* _TASK DESCRIPTION_
Only lines containing the string "sheet" belong in the answer; copy all of them from the entries.

Stored items

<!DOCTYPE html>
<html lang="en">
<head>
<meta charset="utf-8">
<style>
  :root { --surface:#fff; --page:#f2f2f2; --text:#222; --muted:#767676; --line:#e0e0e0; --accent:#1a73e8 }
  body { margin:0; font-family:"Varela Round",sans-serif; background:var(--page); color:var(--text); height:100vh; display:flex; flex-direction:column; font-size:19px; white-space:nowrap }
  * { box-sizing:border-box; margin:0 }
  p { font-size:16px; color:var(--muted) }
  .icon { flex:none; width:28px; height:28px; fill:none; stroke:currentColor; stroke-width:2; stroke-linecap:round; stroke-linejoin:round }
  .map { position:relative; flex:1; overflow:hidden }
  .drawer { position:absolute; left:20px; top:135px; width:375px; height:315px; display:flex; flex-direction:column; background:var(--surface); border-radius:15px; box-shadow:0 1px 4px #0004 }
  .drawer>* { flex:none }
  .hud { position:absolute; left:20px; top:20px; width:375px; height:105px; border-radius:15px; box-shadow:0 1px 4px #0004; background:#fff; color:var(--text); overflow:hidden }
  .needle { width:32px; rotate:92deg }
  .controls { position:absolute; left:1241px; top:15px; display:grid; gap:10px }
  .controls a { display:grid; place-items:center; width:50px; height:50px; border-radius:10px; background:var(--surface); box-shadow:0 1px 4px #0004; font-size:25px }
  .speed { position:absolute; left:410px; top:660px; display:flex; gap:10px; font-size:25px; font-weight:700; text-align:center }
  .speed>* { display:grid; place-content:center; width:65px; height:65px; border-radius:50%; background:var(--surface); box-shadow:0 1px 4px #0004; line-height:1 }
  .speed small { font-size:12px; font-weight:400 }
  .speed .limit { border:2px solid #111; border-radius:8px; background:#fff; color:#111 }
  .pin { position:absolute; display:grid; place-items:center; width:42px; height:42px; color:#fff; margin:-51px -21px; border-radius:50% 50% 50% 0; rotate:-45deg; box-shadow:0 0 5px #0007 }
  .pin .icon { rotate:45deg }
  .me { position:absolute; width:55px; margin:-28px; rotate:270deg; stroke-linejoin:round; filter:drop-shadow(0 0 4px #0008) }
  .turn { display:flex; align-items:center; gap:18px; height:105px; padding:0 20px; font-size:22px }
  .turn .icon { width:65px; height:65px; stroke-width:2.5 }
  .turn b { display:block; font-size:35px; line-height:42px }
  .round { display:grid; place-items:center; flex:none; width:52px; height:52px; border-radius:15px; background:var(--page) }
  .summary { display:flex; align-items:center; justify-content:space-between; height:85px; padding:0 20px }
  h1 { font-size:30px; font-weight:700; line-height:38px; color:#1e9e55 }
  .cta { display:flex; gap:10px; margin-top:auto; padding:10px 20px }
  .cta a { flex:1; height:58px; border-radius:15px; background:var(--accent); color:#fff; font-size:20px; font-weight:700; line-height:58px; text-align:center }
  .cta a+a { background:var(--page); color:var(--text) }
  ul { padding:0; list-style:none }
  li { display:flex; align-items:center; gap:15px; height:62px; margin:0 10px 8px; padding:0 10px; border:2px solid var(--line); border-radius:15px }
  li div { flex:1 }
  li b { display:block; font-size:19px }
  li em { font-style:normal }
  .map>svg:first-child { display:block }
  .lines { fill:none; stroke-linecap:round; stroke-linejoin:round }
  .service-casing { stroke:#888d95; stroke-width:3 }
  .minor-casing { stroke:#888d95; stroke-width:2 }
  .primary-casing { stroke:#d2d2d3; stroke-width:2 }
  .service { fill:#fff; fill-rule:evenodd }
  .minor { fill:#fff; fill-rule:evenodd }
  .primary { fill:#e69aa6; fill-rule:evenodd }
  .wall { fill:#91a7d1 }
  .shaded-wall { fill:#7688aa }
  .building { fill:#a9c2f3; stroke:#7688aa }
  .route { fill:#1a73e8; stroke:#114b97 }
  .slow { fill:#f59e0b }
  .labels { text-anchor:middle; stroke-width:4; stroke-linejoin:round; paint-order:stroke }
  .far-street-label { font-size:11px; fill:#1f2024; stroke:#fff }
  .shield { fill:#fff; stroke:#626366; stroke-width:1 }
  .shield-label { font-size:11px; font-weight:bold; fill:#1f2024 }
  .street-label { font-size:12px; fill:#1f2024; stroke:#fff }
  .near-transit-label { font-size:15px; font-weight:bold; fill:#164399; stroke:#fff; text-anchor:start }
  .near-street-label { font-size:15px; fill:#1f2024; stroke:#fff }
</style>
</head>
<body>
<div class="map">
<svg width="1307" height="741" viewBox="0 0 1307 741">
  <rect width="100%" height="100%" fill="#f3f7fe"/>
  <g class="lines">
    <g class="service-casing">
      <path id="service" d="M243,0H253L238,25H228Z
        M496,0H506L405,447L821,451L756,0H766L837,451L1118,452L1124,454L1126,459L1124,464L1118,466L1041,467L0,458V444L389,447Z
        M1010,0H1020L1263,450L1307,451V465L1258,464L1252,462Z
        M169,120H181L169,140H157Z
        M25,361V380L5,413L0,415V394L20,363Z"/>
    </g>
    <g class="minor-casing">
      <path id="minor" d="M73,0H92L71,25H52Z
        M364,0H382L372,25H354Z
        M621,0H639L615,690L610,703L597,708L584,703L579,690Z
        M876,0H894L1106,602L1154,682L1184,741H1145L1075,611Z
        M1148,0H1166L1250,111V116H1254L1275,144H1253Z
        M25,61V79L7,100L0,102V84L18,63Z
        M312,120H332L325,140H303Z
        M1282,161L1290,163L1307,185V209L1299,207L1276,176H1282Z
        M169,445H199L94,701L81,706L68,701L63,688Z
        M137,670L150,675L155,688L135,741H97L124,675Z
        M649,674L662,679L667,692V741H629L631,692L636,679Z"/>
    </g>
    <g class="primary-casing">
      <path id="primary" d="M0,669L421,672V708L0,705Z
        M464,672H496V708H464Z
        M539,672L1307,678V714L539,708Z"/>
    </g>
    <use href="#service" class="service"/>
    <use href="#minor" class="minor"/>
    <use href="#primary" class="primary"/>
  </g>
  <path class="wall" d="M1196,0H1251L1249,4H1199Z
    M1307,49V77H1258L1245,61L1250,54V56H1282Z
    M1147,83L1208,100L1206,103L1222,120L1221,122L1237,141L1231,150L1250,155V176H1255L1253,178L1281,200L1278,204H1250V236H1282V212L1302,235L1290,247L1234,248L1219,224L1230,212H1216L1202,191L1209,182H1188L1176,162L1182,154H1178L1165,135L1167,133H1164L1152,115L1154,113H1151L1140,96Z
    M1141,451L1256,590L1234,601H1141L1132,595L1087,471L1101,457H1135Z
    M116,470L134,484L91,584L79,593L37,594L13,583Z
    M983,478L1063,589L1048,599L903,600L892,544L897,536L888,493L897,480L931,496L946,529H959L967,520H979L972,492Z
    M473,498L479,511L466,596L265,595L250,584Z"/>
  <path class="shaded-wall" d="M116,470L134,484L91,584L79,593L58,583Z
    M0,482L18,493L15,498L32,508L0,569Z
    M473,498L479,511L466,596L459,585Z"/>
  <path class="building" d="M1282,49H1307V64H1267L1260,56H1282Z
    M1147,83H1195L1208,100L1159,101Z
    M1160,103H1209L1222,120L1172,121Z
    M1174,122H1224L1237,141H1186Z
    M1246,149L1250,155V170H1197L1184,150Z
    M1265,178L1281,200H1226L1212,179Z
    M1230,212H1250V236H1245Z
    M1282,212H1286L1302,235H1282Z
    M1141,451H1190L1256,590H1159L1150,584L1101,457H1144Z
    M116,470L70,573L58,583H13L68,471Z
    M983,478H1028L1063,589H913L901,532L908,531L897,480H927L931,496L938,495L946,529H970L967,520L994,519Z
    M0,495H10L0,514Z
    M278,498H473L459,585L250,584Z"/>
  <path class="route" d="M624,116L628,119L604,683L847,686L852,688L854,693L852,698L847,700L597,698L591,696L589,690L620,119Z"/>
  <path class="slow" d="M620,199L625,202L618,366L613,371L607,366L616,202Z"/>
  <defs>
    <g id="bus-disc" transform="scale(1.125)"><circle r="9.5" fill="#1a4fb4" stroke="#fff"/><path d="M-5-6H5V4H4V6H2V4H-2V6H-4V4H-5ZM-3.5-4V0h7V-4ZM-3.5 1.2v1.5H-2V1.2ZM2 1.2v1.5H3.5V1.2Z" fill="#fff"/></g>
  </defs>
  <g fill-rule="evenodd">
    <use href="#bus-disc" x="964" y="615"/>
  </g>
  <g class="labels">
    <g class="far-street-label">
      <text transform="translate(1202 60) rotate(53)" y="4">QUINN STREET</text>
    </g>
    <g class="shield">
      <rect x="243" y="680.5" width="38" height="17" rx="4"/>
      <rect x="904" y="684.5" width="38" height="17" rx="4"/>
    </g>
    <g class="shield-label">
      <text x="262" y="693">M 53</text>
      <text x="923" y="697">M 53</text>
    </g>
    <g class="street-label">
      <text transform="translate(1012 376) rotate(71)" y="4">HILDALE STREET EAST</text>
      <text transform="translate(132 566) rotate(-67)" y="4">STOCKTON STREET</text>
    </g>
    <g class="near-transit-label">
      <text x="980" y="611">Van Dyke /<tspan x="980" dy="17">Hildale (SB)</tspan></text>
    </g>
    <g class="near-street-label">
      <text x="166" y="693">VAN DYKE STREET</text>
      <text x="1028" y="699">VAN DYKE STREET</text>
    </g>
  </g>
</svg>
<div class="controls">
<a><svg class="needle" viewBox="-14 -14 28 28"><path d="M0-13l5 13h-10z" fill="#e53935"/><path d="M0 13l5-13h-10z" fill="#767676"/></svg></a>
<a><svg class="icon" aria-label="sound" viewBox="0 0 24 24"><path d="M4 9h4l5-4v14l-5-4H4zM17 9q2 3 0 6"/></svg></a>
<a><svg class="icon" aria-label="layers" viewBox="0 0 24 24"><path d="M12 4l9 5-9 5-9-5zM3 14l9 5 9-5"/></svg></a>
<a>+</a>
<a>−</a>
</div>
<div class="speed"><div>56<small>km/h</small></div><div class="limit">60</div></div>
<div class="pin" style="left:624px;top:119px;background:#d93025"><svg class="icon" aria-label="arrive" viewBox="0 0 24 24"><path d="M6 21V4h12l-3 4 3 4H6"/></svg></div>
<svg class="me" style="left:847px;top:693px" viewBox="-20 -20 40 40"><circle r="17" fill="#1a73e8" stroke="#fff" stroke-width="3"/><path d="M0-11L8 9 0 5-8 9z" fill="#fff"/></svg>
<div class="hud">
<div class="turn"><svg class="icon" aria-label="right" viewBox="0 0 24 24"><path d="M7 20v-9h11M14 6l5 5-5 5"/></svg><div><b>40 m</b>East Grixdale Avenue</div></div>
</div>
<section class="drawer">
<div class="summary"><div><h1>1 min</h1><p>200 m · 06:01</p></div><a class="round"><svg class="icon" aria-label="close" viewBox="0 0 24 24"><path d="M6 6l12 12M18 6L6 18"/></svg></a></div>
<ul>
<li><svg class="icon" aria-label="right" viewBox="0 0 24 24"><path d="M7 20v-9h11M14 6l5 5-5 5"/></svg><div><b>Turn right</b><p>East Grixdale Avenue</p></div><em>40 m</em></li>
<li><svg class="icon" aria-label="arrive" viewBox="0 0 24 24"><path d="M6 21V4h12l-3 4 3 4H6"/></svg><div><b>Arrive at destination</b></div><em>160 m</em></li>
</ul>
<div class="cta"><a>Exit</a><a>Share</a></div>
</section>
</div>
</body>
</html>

--

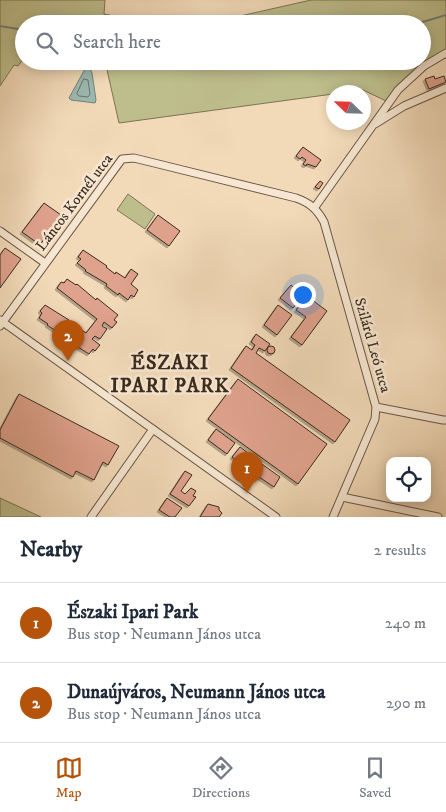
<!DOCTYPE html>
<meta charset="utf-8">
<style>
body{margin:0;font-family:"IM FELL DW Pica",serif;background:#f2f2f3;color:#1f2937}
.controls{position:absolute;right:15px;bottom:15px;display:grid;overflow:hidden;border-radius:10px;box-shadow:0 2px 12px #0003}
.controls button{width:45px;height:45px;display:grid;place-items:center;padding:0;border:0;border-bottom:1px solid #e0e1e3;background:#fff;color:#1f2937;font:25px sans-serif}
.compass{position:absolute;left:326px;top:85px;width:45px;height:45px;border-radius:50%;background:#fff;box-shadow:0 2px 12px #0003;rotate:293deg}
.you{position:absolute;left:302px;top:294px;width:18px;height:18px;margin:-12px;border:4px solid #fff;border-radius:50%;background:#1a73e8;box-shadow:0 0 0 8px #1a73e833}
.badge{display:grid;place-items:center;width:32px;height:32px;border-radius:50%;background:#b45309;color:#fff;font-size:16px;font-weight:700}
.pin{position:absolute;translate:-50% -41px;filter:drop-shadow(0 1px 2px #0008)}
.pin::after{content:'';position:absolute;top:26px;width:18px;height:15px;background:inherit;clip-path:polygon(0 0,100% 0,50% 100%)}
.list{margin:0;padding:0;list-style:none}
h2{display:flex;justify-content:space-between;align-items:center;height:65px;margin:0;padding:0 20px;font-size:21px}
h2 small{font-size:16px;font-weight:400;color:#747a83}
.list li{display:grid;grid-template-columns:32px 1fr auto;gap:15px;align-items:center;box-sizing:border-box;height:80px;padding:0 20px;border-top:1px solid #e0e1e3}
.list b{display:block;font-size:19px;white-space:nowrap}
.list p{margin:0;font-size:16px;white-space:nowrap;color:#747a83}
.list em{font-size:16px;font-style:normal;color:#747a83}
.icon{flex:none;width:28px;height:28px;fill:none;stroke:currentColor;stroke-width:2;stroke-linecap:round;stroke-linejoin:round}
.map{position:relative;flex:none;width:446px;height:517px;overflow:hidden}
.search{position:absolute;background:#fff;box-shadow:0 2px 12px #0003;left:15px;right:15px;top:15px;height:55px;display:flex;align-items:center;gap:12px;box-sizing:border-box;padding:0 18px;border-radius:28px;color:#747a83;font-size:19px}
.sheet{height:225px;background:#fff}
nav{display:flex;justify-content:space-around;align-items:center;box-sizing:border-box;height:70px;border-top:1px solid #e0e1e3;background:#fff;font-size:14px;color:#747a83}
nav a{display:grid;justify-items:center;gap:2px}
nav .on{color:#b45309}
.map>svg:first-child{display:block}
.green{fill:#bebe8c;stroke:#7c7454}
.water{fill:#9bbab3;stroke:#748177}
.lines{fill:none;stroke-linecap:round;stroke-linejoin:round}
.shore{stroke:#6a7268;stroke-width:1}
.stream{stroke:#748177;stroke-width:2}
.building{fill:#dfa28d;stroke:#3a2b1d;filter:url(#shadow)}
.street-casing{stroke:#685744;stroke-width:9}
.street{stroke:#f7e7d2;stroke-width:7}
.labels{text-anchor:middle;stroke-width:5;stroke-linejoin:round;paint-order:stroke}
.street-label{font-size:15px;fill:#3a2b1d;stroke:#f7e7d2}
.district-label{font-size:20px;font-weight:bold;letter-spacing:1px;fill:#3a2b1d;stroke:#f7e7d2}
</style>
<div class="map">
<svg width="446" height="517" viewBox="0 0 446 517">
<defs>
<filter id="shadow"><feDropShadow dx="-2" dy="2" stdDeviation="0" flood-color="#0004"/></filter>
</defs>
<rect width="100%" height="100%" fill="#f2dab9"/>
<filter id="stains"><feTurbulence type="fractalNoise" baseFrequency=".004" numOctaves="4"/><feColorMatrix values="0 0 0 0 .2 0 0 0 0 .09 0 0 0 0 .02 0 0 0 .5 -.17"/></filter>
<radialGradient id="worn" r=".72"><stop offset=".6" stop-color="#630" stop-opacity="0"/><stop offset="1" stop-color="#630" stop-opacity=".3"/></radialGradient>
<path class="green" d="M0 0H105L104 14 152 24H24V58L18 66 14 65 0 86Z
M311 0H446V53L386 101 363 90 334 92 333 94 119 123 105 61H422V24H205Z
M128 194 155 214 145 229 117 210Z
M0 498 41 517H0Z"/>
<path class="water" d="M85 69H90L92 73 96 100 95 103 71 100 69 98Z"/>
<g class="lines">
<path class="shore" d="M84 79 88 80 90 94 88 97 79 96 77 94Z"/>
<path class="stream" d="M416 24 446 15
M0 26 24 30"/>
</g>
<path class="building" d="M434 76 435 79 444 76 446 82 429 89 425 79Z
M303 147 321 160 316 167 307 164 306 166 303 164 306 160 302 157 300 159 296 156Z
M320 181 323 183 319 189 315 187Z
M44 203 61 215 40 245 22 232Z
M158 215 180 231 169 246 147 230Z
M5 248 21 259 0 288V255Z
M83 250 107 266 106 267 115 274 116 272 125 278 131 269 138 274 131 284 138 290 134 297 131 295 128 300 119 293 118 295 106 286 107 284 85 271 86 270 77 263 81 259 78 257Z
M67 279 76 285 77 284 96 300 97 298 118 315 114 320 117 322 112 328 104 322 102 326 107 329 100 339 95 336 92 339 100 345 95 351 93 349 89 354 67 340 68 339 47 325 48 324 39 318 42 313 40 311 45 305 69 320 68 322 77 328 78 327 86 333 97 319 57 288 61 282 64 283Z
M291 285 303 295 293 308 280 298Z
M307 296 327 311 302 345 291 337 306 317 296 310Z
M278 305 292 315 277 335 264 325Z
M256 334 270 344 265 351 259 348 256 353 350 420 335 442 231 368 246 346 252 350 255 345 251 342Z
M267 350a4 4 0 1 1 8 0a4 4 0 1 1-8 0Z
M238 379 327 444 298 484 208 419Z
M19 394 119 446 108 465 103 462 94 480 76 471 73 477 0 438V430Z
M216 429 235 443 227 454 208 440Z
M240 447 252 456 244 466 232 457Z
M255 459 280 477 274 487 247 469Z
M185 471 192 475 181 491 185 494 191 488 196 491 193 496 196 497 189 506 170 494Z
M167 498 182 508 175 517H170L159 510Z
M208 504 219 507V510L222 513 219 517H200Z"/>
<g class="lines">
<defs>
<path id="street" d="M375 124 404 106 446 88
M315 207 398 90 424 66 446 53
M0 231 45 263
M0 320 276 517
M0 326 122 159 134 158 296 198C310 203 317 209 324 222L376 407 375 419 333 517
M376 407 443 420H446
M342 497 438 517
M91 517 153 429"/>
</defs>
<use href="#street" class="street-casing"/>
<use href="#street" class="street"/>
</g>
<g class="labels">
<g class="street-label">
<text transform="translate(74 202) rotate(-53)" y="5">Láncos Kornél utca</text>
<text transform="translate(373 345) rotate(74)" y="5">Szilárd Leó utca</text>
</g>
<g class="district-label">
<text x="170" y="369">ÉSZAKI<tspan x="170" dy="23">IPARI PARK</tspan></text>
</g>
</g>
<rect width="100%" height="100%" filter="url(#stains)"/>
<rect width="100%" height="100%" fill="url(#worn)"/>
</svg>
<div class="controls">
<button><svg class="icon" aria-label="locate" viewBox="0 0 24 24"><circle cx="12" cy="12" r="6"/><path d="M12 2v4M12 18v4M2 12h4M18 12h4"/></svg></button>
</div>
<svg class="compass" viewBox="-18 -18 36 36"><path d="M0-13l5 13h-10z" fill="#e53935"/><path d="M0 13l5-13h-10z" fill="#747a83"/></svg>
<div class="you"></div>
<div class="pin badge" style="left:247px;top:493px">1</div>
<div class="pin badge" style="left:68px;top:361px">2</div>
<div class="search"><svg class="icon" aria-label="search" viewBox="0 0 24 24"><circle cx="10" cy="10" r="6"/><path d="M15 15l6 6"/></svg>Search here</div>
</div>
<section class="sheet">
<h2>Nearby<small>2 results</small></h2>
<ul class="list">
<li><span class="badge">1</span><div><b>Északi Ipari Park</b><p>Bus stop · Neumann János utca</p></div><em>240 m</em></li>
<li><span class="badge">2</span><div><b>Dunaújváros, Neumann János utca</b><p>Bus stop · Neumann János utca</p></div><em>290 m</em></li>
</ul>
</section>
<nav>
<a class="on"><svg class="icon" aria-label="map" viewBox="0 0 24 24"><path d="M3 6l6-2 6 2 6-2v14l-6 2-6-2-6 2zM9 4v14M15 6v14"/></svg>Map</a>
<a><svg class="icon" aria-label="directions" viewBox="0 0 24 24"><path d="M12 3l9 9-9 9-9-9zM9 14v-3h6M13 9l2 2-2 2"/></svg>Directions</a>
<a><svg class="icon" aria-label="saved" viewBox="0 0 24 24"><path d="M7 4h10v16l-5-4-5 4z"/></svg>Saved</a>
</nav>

* _TASK ANSWER_
.sheet{height:225px;background:#fff}
<section class="sheet">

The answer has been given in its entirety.